One of the strangest things about crocodile icefish is the lack of hemoglobin and red blood cells in their blood. Because of this, icefish have colourless blood, which must look very strange. They are the only known vertebrates that lack hemoglobin.

So how to these fish survive without the oxygen-carrying protein hemoglobin? Well, they have much larger blood vessels and bigger hearts than other fish. Crocodile icefish have blood volumes that are four times as large as other fish, and their hearts’ outputs are five times greater. Icefish also have very spongy ventricles in their hearts, which means the organ can absorb oxygen from the blood they pump. All these adaptations means blood flows in large quantities at low pressures, allowing oxygen dissolved in the blood plasma to be absorbed by the body.

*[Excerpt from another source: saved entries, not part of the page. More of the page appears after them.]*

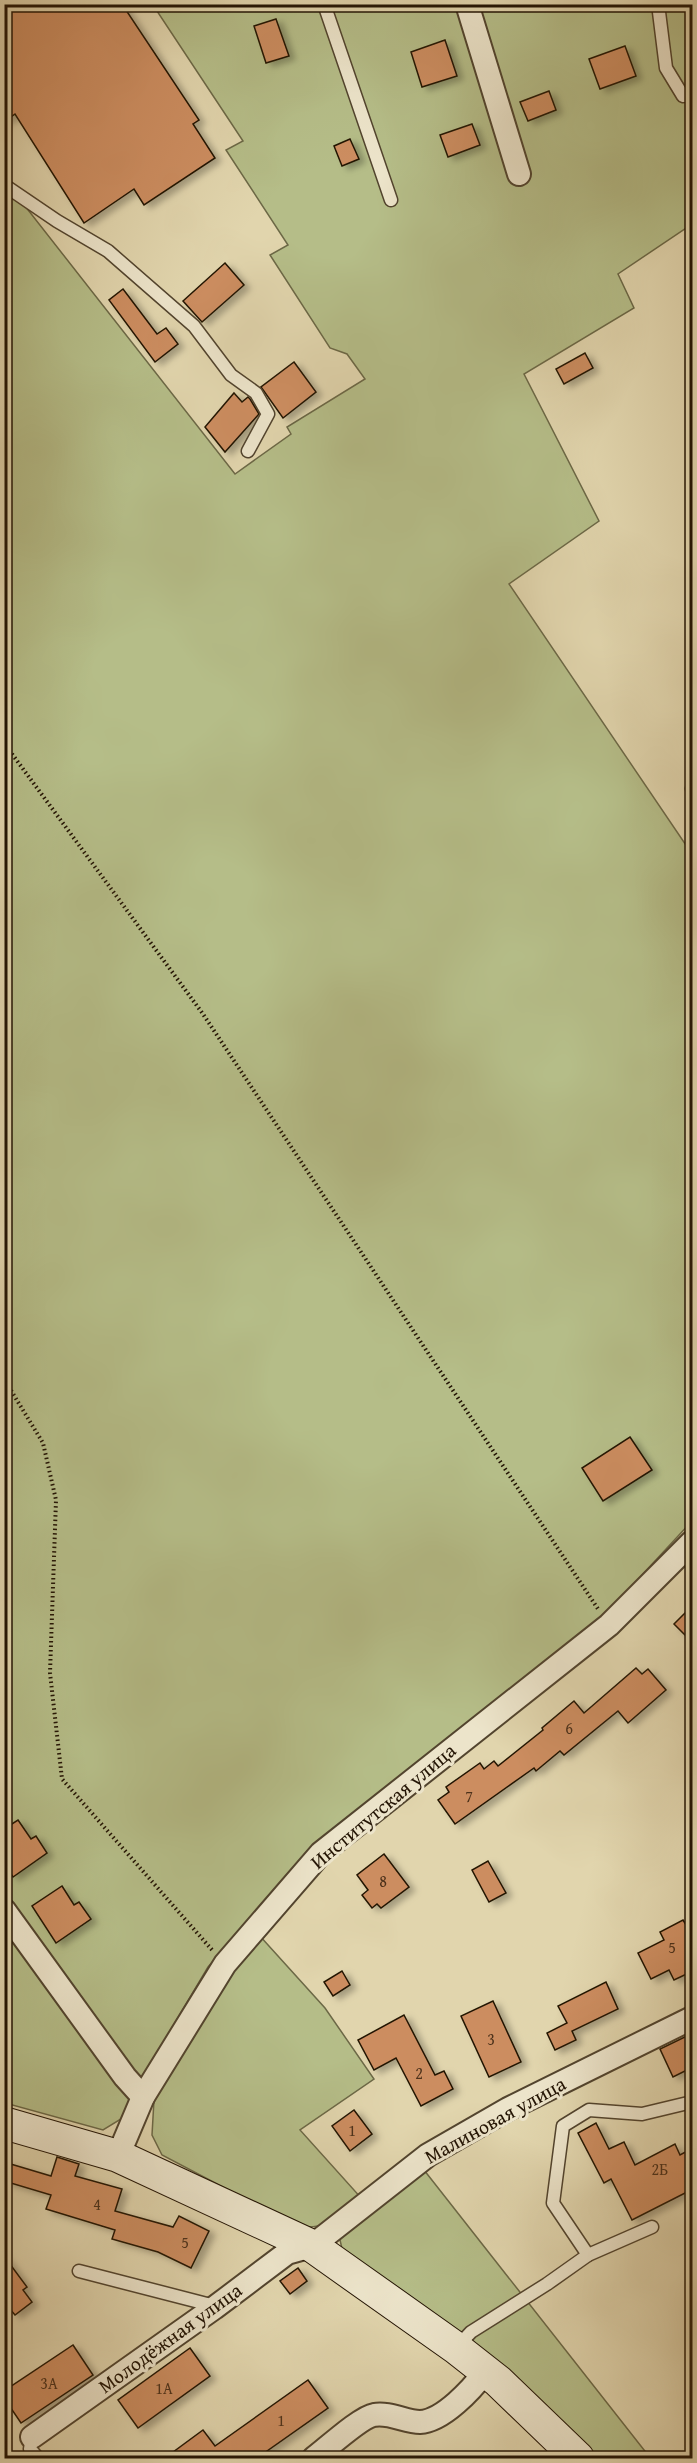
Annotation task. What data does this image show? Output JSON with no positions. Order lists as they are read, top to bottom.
{
  "streets": {
    "street": ["Институтская улица", "Малиновая улица", "Молодёжная улица"]
  },
  "crossings": [
    ["Малиновая улица", "Молодёжная улица"]
  ],
  "house_numbers": [
    "6",
    "7",
    "8",
    "5",
    "3",
    "2",
    "1",
    "2Б",
    "4",
    "5",
    "3А",
    "1А",
    "1"
  ]
}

You may think, then, that icefish have evolved a more efficient way of living without haemoglobin, but that is not the case. In fact, although icefish can live without hemoglobin, the lack of it is not adaptive. The reason these traits evolved when they were not adaptive is that crocodile icefish evolved in a very unique environment.

The steadily cold waters of the Antarctic allow for very high concentrations of oxygen in the water. There is also limited competition in Antarctic waters — many species of fish went extinct millions of years ago, and ocean trenches and current keep icefish populations relatively isolated.  Thus, a deleterious trait that would have resulted in the extinction of the species anywhere else has been able to persist in crocodile icefish, and this unique species is the end result.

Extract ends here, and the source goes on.